Carbon fiber composite materials are today widely used in Automotive for multiple purposes. Automotive world has been progressively involved with carbon fiber for decades, ever since the McLaren MP4/1 Formula One race car was first to use a carbon fiber composite chassis in 1981. Since then, carbon fiber, with its perfect mix of strength, stiffness, and low weight, was used mainly in all forms of motorsport - as well as majority of supercar since developed, and marginally as well on road cars. To this day, it’s used in hoods, roofs, suspension components, strut bars, full chassis, body panels, and even decorative trim panels, that serve negligible practical benefits and still generates emotional responses among car passionate people.

The market for carbon fiber in automotive applications was estimated at more than 7,000 metric tons (MT) per year by Chris Red of Composites Forecasts and Consulting LLC (Mesa, Ariz., U.S.) at CW’s Carbon Fiber 2017 conference, with more than 100 models currently specifying carbon fiber-reinforced plastic (CFRP) for OEM components. He projects this market will grow to almost 11,000 metric tonnes by 2025.In 2020, China was the largest car manufacturer with more that 28 million vehicles produced in 2019, followed by US (ca. 11 Million) and Japan with 9.7 million. China and Japan are now leading composite development application. Europe was leader till some years ago in motorsport and supersport cars application but didn’t dared to extend carbon application to a larger volumes. China and Japan are now challenging this market segment and pushing to implement advanced composites also on lower segments. Just a few examples: Magna Exteriors formed a joint venture with GAC Component Co. Ltd. (GACC, Guangzhou, China) to begin production of thermoplastic composite (TPC) liftgates. Jiangling Motors Corp. (JMC) is using composites materials for the pickup boxes of its new Yuhu 3 and Yuhu 5 pickup trucks. Kingfa (Guangzhou, China), thanks to a partnership with Brose Fahrzeugteile (Coburg, Germany) has developed a door module in carbon fiber organosheets and unidirectional tapes, to cut weight 35% (1 kilogram) for the Ford Focus vs. a PP-LGF 30 door module carrier.Kangde Group (Hong Kong) and BAIC Motor formed a joint venture to build an Industry 4.0 smart factory in Changzhou to produce a carbon fiber bodies and other components scaling to 6 million parts/yr. Finally,Volvo has started production of its first model with structure and hat in carbon fiber, Polestar 1, in 2019 in the new Polestar Production Centre in Chengdu. Rest of the world is trying to extend CFRP to lower segments, but still with some concerns about costs for large scale production. This approach is unfortunately limiting structure CFRP to super sport cars and using it only as decorative element for bigger volumes.
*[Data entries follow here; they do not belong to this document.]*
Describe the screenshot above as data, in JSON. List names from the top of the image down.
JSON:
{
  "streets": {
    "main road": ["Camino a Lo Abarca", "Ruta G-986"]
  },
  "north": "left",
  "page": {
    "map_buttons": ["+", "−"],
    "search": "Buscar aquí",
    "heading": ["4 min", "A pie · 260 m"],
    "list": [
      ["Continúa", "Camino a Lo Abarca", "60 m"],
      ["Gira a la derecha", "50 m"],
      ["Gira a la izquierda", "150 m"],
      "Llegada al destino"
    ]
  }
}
There are numerous methods for fabricating composite components. Some methods have been borrowed (injection moulding from the plastic industry, for example), but many were developed to meet specific design or manufacturing challenges faced with carbon fiber. Selection of the proper method for a particular part, therefore, depends on the materials, the part design, volumes and end-use or application.

In Automotive today the bulk of manufacturing technologies are still related to prepreg hand layup / compression moulding or RTM. Some high-end super sport car manufacturer, such as Lamborghini and McLaren are pushing the boundaries with short fiber C-SMC applications, to explore larger volumes production as well as to get the required freedom in geometries, that RTM and Prepreg cannot always guarantee.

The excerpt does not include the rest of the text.